EXERCISE:
If a line of the data contains the word "align", it is counted; report how many such lines there are and nothing else.

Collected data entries
***

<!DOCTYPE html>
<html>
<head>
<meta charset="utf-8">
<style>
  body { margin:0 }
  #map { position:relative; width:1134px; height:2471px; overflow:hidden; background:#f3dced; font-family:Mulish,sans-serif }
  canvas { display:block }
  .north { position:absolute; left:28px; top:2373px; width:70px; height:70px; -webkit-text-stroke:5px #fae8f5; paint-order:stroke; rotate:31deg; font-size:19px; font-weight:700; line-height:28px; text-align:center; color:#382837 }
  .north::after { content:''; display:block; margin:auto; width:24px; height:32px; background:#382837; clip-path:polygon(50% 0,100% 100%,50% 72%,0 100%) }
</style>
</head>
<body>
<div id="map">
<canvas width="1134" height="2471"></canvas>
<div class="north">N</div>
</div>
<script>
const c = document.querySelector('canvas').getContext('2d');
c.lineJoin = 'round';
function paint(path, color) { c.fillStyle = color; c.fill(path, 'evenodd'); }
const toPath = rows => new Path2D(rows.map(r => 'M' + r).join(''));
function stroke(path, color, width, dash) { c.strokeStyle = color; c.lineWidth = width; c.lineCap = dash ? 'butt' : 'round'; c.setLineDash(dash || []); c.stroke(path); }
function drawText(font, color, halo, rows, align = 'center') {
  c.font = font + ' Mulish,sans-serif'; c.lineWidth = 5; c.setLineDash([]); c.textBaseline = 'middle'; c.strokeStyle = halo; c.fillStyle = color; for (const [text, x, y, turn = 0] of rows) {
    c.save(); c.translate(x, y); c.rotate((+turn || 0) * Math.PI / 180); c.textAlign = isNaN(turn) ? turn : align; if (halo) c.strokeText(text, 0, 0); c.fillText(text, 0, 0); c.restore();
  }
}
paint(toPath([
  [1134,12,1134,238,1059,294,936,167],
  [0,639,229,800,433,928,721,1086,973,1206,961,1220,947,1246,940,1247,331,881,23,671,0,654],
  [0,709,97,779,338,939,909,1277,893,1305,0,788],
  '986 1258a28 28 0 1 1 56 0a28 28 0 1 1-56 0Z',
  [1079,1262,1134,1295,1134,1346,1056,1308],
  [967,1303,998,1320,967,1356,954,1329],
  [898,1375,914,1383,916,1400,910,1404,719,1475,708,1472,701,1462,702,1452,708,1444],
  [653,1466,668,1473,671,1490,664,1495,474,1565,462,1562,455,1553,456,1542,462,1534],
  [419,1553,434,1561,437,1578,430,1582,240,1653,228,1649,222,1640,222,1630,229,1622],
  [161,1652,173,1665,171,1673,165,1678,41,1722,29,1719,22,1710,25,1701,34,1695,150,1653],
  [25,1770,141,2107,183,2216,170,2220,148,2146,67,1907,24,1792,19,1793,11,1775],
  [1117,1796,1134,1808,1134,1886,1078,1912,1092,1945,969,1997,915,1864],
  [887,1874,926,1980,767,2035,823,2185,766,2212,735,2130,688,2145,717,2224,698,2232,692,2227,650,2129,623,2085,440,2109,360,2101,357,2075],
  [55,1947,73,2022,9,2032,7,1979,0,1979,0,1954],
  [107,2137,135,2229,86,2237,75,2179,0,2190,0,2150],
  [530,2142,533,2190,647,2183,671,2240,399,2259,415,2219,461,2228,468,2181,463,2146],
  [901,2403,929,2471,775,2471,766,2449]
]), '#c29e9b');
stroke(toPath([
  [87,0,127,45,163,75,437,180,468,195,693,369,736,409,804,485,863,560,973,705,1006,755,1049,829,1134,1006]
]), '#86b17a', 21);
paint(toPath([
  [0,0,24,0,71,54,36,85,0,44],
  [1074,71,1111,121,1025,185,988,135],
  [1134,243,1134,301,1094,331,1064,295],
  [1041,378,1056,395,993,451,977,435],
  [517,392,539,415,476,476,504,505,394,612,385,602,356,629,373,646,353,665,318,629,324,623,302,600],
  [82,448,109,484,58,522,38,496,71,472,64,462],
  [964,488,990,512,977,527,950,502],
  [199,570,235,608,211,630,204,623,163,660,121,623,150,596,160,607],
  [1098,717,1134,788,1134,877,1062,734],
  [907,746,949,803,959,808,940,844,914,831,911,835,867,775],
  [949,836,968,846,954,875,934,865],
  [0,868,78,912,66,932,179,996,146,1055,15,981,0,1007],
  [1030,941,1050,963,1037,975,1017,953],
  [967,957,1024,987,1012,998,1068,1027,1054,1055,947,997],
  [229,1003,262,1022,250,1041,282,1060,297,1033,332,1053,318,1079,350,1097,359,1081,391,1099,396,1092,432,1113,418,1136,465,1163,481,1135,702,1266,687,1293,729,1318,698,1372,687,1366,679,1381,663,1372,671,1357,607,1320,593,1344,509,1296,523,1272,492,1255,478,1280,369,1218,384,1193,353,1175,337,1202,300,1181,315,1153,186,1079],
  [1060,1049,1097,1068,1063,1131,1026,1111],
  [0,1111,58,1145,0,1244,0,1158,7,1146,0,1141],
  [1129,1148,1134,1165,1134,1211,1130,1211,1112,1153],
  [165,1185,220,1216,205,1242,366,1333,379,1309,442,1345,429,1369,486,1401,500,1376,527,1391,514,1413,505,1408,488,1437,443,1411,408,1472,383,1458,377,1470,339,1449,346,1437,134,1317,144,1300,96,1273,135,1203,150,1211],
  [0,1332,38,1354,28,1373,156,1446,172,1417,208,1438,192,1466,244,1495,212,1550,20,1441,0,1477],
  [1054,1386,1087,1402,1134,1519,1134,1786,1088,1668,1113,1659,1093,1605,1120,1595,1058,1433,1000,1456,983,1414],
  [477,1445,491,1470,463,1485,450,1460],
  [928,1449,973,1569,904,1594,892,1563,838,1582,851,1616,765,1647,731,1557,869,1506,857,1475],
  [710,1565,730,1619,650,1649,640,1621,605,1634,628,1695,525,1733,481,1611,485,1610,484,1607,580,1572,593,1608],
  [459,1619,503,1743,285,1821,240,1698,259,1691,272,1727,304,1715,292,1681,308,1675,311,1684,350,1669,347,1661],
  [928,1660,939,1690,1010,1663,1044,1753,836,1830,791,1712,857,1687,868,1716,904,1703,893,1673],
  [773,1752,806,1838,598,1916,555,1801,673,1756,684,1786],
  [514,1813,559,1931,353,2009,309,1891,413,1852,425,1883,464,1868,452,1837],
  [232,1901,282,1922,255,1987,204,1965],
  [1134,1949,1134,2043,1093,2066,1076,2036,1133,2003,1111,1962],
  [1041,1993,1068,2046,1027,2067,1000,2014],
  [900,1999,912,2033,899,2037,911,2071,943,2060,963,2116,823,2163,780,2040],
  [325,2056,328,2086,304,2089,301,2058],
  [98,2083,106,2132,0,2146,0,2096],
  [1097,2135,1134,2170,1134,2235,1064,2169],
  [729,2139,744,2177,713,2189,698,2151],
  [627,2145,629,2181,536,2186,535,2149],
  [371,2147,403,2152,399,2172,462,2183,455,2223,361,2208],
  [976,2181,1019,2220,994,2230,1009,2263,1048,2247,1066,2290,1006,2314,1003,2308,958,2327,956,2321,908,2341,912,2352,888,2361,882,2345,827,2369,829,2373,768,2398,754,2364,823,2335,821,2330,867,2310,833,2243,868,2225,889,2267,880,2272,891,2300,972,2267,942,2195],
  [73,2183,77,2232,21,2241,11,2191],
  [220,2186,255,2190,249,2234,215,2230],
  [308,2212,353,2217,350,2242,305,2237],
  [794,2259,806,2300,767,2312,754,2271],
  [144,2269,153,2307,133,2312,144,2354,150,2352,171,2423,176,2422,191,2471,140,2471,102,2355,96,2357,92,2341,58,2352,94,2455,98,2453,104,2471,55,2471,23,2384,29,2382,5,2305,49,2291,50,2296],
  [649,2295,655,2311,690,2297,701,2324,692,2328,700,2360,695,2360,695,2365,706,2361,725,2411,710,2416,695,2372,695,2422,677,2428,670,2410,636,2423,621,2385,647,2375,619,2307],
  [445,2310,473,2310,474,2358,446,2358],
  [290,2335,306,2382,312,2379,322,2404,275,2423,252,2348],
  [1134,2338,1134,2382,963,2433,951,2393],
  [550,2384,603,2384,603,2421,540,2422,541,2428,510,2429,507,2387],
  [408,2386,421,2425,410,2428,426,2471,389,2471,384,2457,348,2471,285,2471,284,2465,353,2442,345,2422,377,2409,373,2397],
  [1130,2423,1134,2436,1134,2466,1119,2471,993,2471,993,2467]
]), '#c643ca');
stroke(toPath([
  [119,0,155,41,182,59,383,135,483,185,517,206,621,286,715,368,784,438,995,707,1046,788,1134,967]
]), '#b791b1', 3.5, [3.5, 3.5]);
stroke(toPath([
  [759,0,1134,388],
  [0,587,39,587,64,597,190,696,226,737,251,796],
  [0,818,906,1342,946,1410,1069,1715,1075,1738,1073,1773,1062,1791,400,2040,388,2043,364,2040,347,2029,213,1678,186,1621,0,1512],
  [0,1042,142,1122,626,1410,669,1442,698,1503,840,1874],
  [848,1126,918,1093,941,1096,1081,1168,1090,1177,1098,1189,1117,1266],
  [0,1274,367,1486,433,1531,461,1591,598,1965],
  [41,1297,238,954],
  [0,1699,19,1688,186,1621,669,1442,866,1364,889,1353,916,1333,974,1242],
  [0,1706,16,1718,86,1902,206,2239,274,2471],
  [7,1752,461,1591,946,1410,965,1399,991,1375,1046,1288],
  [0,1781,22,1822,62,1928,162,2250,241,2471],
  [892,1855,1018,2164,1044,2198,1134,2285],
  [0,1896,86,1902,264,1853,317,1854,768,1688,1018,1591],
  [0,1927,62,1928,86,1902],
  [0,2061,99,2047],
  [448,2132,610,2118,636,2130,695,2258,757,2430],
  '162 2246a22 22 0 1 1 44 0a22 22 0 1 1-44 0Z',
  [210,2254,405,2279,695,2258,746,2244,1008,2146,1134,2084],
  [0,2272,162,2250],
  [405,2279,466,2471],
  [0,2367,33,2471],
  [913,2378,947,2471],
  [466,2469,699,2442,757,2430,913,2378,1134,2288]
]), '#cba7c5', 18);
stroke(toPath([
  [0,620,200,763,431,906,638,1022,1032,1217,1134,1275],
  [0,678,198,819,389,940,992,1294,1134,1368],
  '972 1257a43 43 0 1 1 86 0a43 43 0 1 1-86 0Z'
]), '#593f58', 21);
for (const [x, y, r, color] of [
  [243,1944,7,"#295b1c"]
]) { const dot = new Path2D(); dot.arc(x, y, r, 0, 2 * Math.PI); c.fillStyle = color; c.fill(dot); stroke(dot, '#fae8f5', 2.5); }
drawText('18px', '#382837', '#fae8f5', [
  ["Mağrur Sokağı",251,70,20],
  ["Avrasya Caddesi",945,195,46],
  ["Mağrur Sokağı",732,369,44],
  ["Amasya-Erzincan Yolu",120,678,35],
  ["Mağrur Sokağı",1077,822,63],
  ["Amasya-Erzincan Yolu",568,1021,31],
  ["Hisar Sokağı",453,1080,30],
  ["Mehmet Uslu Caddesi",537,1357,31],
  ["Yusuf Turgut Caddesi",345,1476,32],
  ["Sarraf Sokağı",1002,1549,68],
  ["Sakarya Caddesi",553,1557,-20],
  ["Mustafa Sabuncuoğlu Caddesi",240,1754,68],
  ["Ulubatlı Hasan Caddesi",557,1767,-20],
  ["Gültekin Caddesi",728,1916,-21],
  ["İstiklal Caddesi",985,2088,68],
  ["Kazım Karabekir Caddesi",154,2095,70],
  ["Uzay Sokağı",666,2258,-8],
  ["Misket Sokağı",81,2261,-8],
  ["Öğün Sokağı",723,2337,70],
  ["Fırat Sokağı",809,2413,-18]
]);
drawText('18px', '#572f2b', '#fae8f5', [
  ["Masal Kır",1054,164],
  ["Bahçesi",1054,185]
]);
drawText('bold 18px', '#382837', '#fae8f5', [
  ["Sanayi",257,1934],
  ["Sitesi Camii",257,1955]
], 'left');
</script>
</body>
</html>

***

TASK RESPONSE:
3